The Department of Ecology and Evolution at Stony Brook was founded in 1969 and was one of the first departments of its kind in the world. The department and graduate program has an international reputation in the fields of evolutionary biology and ecology. Particular areas of strength in our graduate program include population genetics, conservation ecology, molecular evolution and phylogenetics, ecosystem ecology, evolutionary genomics, species interactions, invasion ecology, marine and freshwater ecology, and primate evolution and behavior. The faculty includes one member of the National Academy of Sciences, 5 fellows of the American Academy of Arts and Sciences, five past presidents of the Society for the Study of Evolution and the American Society of Naturalists, past president of the American Malacological Society, and past president of the American Institute of Biological Sciences. Faculty members are active in a variety of major professional societies and have served as Editors, Associate Editors and members of editorial boards of major scientific journals.

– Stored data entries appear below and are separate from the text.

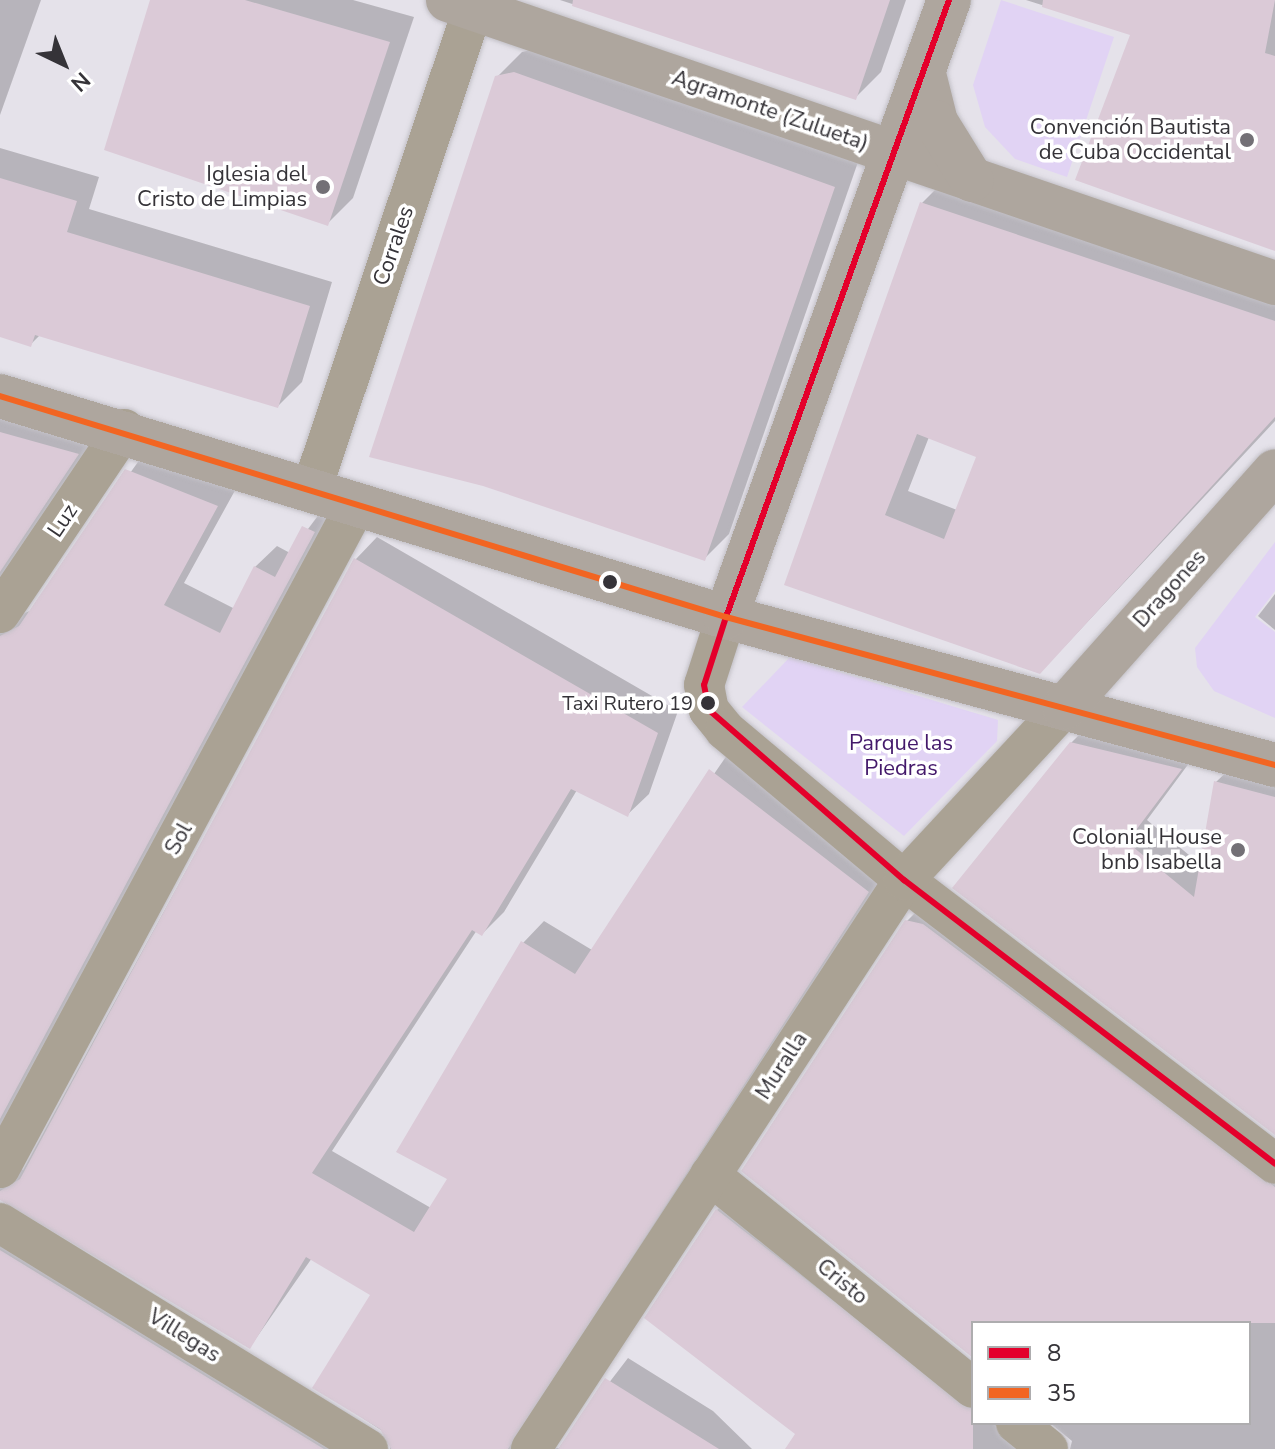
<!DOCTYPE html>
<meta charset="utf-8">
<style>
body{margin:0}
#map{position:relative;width:1275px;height:1449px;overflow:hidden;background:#e5e2ea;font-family:"Nunito Sans",sans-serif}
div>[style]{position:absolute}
.green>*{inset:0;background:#e1d3f4}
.shadow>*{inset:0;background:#0003}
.building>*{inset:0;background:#dbcad7}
.roads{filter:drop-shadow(0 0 2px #c2c0c6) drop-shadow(0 0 2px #c2c0c6)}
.minor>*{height:40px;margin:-20px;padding:0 20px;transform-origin:20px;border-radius:20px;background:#aaa294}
.major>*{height:44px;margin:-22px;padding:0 22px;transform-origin:22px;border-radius:22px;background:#aea69e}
.bus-1>*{height:6px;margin:-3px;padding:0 3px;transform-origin:3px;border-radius:3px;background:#e4002b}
.bus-2>*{height:6px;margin:-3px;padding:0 3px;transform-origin:3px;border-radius:3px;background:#f26522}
.dots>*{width:22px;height:22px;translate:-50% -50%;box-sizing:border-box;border:4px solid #fff;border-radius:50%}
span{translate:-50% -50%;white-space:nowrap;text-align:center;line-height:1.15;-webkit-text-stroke:7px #fff;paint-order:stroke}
.bus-label{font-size:20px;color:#353338}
.right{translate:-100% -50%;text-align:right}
.street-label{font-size:22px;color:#353338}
.poi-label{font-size:22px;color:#353338}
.park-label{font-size:22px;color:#43186a}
.legend{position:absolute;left:971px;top:1321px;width:280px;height:104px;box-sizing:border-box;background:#fff;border:2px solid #aeadaf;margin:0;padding:10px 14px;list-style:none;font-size:24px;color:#353338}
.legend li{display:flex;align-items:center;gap:16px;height:40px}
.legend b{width:40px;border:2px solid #aeadaf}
.north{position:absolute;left:24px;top:24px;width:80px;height:80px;-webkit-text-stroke:6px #fff;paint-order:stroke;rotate:137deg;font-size:22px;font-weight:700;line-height:32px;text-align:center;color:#353338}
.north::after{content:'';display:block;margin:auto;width:28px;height:36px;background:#353338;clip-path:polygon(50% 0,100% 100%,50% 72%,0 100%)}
</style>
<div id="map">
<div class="green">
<i style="clip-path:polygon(1001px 0,1114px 37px,1067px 177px,1015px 159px,985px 127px,973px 85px)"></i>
<i style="clip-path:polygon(1275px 542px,1275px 591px,1255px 617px,1275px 632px,1275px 718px,1214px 691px,1197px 667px,1195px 648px)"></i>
<i style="clip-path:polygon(790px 657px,998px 720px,997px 741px,904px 836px,742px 707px)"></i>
</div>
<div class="shadow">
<i style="clip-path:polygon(0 0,41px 0,0 115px)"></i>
<i style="clip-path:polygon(152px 0,353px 0,414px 17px,353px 198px,328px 223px)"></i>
<i style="clip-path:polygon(560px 0,906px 0,881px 72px,856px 97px)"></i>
<i style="clip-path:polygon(1026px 0,1275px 0,1275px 247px,1133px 34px)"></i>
<i style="clip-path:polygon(540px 48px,858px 162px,729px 534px,704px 559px,484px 484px,497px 77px,522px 52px)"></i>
<i style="clip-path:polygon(0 148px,99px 177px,89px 209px,332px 282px,302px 382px,278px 406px,41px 334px,31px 344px,0 335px)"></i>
<i style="clip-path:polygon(evenodd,946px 179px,1275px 290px,1275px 421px,1065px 646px,787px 584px,922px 203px,946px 179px,929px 437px,979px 456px,957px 510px,908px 491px,929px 437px)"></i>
<i style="clip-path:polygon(0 405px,99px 433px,20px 615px,32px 610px,148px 448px,238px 485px,184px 583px,235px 609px,255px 567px,277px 546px,290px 553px,326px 505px,335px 511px,1px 1158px,23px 1170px,356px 559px,377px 537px,678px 711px,649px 794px,627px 815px,577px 790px,504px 912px,482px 934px,477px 930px,332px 1151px,431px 1208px,450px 1178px,523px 943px,544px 921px,592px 950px,732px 748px,889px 870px,541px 1448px,559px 1448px,628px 1358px,713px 1411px,752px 1449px,390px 1449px,390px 1436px,315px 1387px,373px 1294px,312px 1258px,250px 1347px,0 1197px)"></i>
<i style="clip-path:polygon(1275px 594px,1275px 630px,1258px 616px)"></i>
<i style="clip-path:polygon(1093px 721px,1201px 747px,1147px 820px,1201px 865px,1216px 782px,1238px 761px,1275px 771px,1275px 1133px,1071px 743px)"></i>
<i style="clip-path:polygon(929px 899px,1275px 1151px,1275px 1449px,1070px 1449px,1072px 1441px,1050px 1423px,1249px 1423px,1249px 1323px,973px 1323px,973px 1356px,907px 921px)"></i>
<i style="clip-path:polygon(739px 1189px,973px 1379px,973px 1423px,1028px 1423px,1063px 1449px,796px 1449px,798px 1434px,717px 1210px)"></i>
<i style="clip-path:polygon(0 1225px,387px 1449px,0 1449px)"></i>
</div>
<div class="building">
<i style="clip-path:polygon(150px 0,245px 0,390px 42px,328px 226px,104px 150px)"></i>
<i style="clip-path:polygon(573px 0,890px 0,856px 100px,572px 6px)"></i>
<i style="clip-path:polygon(1043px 0,1275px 0,1265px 53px,1275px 56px,1275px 251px,1075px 180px,1130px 35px,1042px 7px)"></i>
<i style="clip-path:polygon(514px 72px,835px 187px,705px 561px,483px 486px,369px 457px,495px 76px)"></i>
<i style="clip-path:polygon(0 178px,77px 201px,67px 232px,310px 306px,278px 408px,35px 335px,31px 347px,0 337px)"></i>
<i style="clip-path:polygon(evenodd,920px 202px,1275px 321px,1275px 417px,1040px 674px,784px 585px,920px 202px,917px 434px,976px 457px,944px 539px,885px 515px,917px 434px)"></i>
<i style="clip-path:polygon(0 432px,79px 454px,0 572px)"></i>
<i style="clip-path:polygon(125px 469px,218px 506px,164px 605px,220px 633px,254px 566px,275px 577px,302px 526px,315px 532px,0 1119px,0 636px,19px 626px)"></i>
<i style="clip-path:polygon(354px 558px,658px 733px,628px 817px,571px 789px,482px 936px,472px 930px,312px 1173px,414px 1232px,447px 1179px,396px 1152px,521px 941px,575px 974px,709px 769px,869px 892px,508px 1449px,391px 1449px,380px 1429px,312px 1388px,370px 1295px,306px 1257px,250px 1349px,0 1200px,0 1191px,20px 1179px)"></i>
<i style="clip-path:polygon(1070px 742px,1182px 769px,1127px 842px,1194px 897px,1214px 781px,1275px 797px,1275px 1135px,952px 888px)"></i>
<i style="clip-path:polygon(905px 920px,923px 924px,1275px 1187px,1275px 1323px,973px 1323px,973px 1358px,741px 1171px)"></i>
<i style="clip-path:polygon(716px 1209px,973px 1410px,973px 1449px,785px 1449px,795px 1434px,644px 1318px)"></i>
<i style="clip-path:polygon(0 1250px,324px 1449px,0 1449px)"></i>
<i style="clip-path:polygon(605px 1378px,719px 1449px,558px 1449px)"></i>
</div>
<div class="roads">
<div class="minor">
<i style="left:311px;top:491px;width:518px;rotate:-71.43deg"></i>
<i style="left:0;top:613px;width:222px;rotate:-56deg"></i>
<i style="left:726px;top:617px;width:71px;rotate:107.9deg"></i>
<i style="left:704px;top:685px;width:25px;rotate:79deg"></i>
<i style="left:709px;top:710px;width:26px;rotate:51deg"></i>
<i style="left:725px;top:730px;width:234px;rotate:40deg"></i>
<i style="left:904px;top:880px;width:467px;rotate:37.4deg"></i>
<i style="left:0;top:1168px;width:750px;rotate:-61.76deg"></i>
<i style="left:710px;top:1175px;width:338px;rotate:39deg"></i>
<i style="left:0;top:1223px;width:432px;rotate:31.6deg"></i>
<i style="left:1016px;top:1423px;width:41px;rotate:39.1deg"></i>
<i style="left:531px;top:1449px;width:680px;rotate:-56.75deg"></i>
<i style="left:904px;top:880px;width:235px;rotate:-47.1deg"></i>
</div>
<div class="major">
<i style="left:448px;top:0;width:874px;rotate:18.89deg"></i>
<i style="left:924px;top:74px;width:49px;rotate:76deg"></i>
<i style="left:936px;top:122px;width:68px;rotate:58.2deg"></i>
<i style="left:0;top:396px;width:759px;rotate:16.93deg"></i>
<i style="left:726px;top:617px;width:569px;rotate:15.09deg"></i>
<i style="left:726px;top:617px;width:656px;rotate:-70.13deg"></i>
<i style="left:1064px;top:708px;width:317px;rotate:-48.3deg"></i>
</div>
</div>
<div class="bus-1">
<i style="left:949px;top:0;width:656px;rotate:109.87deg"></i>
<i style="left:726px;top:617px;width:71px;rotate:107.9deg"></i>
<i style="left:704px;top:685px;width:25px;rotate:79deg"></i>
<i style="left:709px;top:710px;width:259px;rotate:41.1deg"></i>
<i style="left:904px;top:880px;width:467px;rotate:37.4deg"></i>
</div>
<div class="bus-2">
<i style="left:0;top:396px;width:759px;rotate:16.93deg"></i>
<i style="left:726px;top:617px;width:569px;rotate:15.09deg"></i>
</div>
<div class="dots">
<i style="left:1247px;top:140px;background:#737076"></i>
<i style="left:323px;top:187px;background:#737076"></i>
<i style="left:610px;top:582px;background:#353338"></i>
<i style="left:708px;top:703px;background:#353338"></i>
<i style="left:1238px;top:850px;background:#737076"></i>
</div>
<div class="bus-label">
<span class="right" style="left:693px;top:703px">Taxi Rutero 19</span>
</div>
<div class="street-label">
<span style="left:770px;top:111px;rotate:19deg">Agramonte (Zulueta)</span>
<span style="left:394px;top:246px;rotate:-71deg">Corrales</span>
<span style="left:63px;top:521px;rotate:-56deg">Luz</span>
<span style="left:1170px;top:589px;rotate:-48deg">Dragones</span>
<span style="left:179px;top:839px;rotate:-61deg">Sol</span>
<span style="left:782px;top:1066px;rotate:-57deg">Muralla</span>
<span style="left:842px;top:1282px;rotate:39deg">Cristo</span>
<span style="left:184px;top:1336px;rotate:32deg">Villegas</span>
</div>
<div class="poi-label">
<span class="right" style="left:1231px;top:140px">Convención Bautista<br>de Cuba Occidental</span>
<span class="right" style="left:307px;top:187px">Iglesia del<br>Cristo de Limpias</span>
<span class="right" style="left:1222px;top:850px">Colonial House<br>bnb Isabella</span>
</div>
<div class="park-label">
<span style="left:901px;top:756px">Parque las<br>Piedras</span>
</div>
<ul class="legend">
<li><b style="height:10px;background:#e4002b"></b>8</li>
<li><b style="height:10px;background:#f26522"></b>35</li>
</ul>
<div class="north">N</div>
</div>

A number of text books written by our current and emeritus faculty members are the standards in their field, including Sokal and Rohlf's Biometry, Futuyma’s two texts, Evolution and Evolutionary Biology, Gurevitch et al.’s The Ecology of Plants, and Levinton's Marine Biology. Faculty members from our department have written classic books that helped shape modern ecology and evolution: George William's Adaptation and Natural Selection, Slobodkin's Growth and Regulation of Animal Populations, and Sokal and Sneath's Numerical Taxonomy. More recent books written or edited by faculty members include Demographic Toxicity: Methods in Ecological Risk Assessment and Species Conservation and Management: Case Studies by Akçakaya and colleagues, Bell and Foster’s Evolutionary Biology of the Threespine Stickleback, Ginzburg and Colyvan’s Ecological Orbits: how planets move and populations grow, Design and Analysis of Ecological Experiments by Scheiner and Gurevitch, Levinton’s The Hudson River Ecosystem and Genetics, Paleontology and Macroevolution, and Pigliucci’s Making Sense of Evolution and Phenotypic Evolution, among others.

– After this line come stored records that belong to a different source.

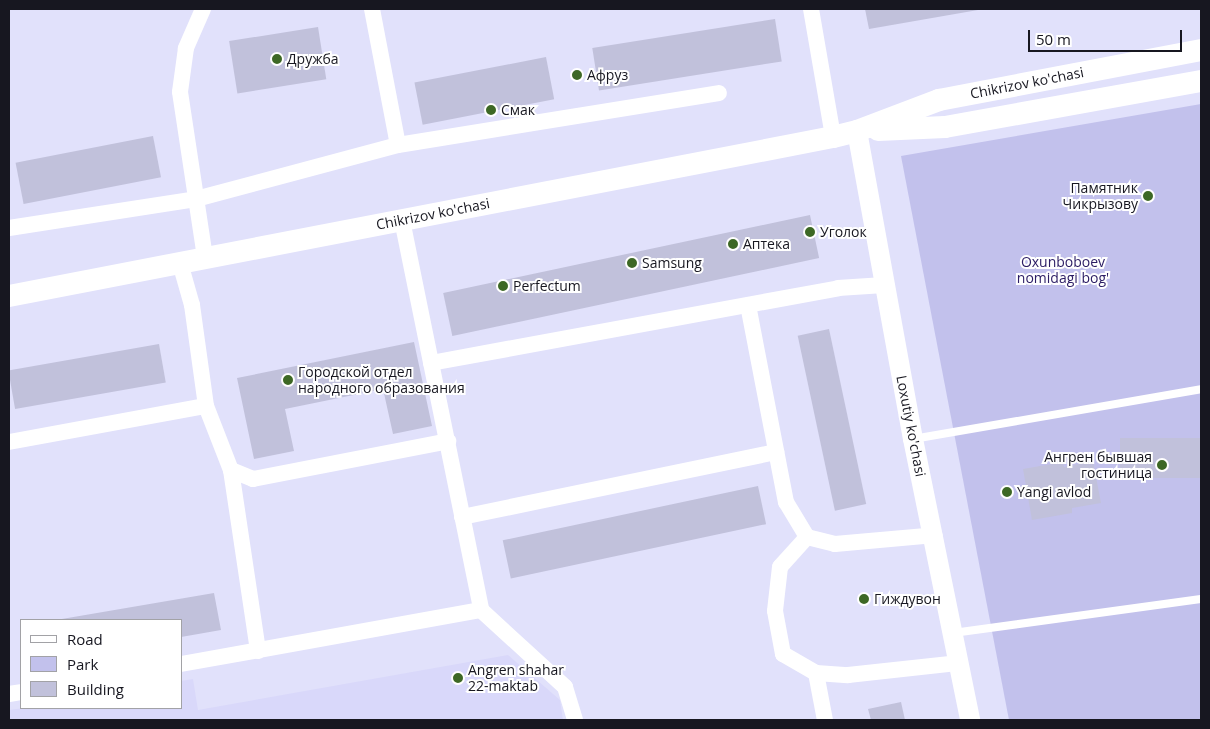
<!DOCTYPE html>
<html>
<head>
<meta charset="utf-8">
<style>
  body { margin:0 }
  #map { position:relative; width:1210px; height:729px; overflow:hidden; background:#e1e1fb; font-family:"Open Sans",sans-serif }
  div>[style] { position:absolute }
  .built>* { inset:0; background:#d9d8fa }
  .green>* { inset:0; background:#c2c1ec }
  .building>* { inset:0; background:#c1c1db; transform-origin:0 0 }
  .service>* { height:8px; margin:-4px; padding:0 4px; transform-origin:4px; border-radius:4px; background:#fff }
  .minor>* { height:16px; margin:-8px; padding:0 8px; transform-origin:8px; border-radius:8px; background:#fff }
  .tertiary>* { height:20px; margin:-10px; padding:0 10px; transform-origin:10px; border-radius:10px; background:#fff }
  .secondary>* { height:22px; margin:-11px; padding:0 11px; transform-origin:11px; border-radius:11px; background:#fff }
  .dots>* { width:14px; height:14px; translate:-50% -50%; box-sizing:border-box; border:2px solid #fff; border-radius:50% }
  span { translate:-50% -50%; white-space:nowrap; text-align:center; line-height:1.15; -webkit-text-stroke:4px #fff; paint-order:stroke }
  .poi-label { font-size:14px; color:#171720 }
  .left { translate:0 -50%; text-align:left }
  .right { translate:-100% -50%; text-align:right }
  .street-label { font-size:14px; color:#171720 }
  .park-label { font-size:14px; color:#2b1c64 }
  .frame { position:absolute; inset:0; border:10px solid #171720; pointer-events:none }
  .legend { position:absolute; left:20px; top:619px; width:162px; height:90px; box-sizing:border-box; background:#fff; border:1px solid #a2a2a6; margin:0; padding:6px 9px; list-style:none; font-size:15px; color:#171720 }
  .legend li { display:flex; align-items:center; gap:10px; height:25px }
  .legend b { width:25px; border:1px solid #a2a2a6 }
  .scale { position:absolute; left:1028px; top:30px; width:154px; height:22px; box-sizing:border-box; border:2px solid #171720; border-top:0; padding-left:6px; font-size:15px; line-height:18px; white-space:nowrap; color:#171720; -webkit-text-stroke:4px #fff; paint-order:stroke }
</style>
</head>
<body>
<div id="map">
  <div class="built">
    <i style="clip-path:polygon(508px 655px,560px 700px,563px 720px,9px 720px,9px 710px,24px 708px,181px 708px,181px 681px,193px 679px,198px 710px)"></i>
  </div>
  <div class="green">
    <i style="clip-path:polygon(1201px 104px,1201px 720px,1009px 720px,901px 156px)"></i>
  </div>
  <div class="building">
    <i style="clip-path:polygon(865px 9px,978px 9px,978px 10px,869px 29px)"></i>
    <i style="left:775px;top:19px;width:43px;height:185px;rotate:81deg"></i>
    <i style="left:318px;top:27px;width:53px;height:90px;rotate:81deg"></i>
    <i style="left:546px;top:57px;width:43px;height:134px;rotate:79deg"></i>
    <i style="left:153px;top:136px;width:42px;height:140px;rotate:79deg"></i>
    <i style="left:810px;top:215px;width:44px;height:375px;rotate:78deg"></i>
    <i style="left:829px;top:329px;width:179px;height:32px;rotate:78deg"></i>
    <i style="clip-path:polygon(414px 342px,432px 426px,393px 434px,383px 389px,285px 409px,294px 451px,254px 459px,237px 378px)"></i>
    <i style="left:159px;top:344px;width:39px;height:153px;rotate:80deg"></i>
    <i style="left:1201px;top:438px;width:40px;height:81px;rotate:90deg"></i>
    <i style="clip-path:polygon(1093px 461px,1101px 503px,1072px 508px,1072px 513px,1032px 520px,1023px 469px,1063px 462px,1064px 467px)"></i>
    <i style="left:758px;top:486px;width:39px;height:261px;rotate:78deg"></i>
    <i style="clip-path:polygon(214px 593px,221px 630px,181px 637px,181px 620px,56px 620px)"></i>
    <i style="clip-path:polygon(901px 702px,905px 720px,871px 720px,868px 709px)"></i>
  </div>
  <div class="service">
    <i style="left:913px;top:439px;width:292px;rotate:-9.8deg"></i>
    <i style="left:953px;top:633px;width:250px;rotate:-7.8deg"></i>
  </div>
  <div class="minor">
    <i style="left:203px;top:9px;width:43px;rotate:113.6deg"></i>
    <i style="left:186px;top:48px;width:44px;rotate:97.8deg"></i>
    <i style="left:180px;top:92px;width:168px;rotate:81.4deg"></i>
    <i style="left:372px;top:9px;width:138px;rotate:79.2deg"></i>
    <i style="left:811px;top:9px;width:130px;rotate:80.2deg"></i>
    <i style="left:402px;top:220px;width:398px;rotate:78.5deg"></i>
    <i style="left:481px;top:610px;width:114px;rotate:42.5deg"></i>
    <i style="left:565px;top:687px;width:34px;rotate:73deg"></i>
    <i style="left:9px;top:228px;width:189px;rotate:-8.8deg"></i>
    <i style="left:196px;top:199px;width:209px;rotate:-15deg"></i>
    <i style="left:398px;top:145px;width:325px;rotate:-9.2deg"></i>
    <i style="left:180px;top:263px;width:44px;rotate:74.1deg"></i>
    <i style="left:192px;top:305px;width:102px;rotate:82.1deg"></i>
    <i style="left:206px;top:406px;width:69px;rotate:68.7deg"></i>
    <i style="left:231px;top:470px;width:24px;rotate:22deg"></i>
    <i style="left:253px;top:479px;width:199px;rotate:-11deg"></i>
    <i style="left:748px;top:305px;width:201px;rotate:79.1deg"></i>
    <i style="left:786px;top:502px;width:41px;rotate:59deg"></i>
    <i style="left:807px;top:537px;width:29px;rotate:14deg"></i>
    <i style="left:835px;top:544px;width:100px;rotate:-5.1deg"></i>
    <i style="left:431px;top:363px;width:414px;rotate:-10.4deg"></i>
    <i style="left:838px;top:288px;width:46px;rotate:-3.7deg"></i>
    <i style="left:9px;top:442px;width:200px;rotate:-10.4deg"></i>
    <i style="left:231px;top:470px;width:183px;rotate:81.5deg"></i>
    <i style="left:462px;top:517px;width:321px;rotate:-11.7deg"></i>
    <i style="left:807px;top:537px;width:40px;rotate:132deg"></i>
    <i style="left:780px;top:567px;width:44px;rotate:96.5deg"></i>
    <i style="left:775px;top:611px;width:44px;rotate:79.5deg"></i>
    <i style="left:783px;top:654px;width:38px;rotate:30deg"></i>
    <i style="left:816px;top:673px;width:32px;rotate:4deg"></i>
    <i style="left:848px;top:675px;width:112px;rotate:-6.2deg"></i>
    <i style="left:181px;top:664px;width:305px;rotate:-10.2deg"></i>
    <i style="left:816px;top:673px;width:48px;rotate:79.2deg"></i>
    <i style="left:9px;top:694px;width:12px;rotate:-9deg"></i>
  </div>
  <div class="tertiary">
    <i style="left:857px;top:131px;width:313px;rotate:79.7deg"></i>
    <i style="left:913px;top:439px;width:287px;rotate:78.5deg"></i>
  </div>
  <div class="secondary">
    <i style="left:878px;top:130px;width:67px;rotate:-2.6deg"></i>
    <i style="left:945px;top:127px;width:260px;rotate:-10.2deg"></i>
    <i style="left:9px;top:296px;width:839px;rotate:-10.92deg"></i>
    <i style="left:833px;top:137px;width:25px;rotate:-14deg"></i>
    <i style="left:857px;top:131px;width:88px;rotate:-20.7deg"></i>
    <i style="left:939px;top:100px;width:267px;rotate:-10.8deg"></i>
  </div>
  <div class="dots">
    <i style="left:277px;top:59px;background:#3d6825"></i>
    <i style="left:577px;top:75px;background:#3d6825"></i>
    <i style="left:491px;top:110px;background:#3d6825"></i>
    <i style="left:1148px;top:196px;background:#3d6825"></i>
    <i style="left:810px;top:232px;background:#3d6825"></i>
    <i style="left:733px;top:244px;background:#3d6825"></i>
    <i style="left:632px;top:263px;background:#3d6825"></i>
    <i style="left:503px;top:286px;background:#3d6825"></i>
    <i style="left:288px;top:380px;background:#3d6825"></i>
    <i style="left:1162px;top:465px;background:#3d6825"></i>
    <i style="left:1007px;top:492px;background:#3d6825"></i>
    <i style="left:864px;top:599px;background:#3d6825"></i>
    <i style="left:458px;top:678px;background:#3d6825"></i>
  </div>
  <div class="poi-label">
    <span class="left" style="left:287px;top:59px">Дружба</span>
    <span class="left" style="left:587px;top:75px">Афруз</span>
    <span class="left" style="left:501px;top:110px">Смак</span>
    <span class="right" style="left:1138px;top:196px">Памятник<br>Чикрызову</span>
    <span class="left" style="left:820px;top:232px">Уголок</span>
    <span class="left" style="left:743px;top:244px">Аптека</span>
    <span class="left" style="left:642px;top:263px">Samsung</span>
    <span class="left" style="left:513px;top:286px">Perfectum</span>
    <span class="left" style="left:298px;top:380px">Городской отдел<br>народного образования</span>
    <span class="right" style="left:1152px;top:465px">Ангрен бывшая<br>гостиница</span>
    <span class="left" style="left:1017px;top:492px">Yangi avlod</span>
    <span class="left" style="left:874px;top:599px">Гиждувон</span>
    <span class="left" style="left:468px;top:678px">Angren shahar<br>22-maktab</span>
  </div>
  <div class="street-label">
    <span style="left:1027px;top:83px;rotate:-11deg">Chikrizov ko'chasi</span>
    <span style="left:433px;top:214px;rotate:-11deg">Chikrizov ko'chasi</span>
    <span style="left:911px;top:426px;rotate:79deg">Loxutiy ko'chasi</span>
  </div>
  <div class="park-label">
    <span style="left:1063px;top:270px">Oxunboboev<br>nomidagi bog'</span>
  </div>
  <div class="frame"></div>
  <ul class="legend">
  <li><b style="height:6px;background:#fff"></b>Road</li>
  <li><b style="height:14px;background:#c2c1ec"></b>Park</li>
  <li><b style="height:14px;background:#c1c1db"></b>Building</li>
  </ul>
  <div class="scale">50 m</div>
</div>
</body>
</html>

Stony Brook has been the home of the Quarterly Review of Biology since its inception.
Graduates of the Ph.D. Program at Stony Brook have gone on to a variety of successful careers, including faculty positions at a variety of prominent research institutions in the U.S. and abroad, as well as positions with conservation organizations, small colleges, consulting firms, and various governmental agencies.
The Program faculty currently consists of the 19 current faculty members of the Department of Ecology and Evolution, as well as 13 members of other Departments on campus, including Anatomy, Anthropology, Biochemistry, Chemistry, Marine Sciences, Neurobiology and Behavior, Psychology, and Sociology. At any one time, there are about 50 graduate students in the Program.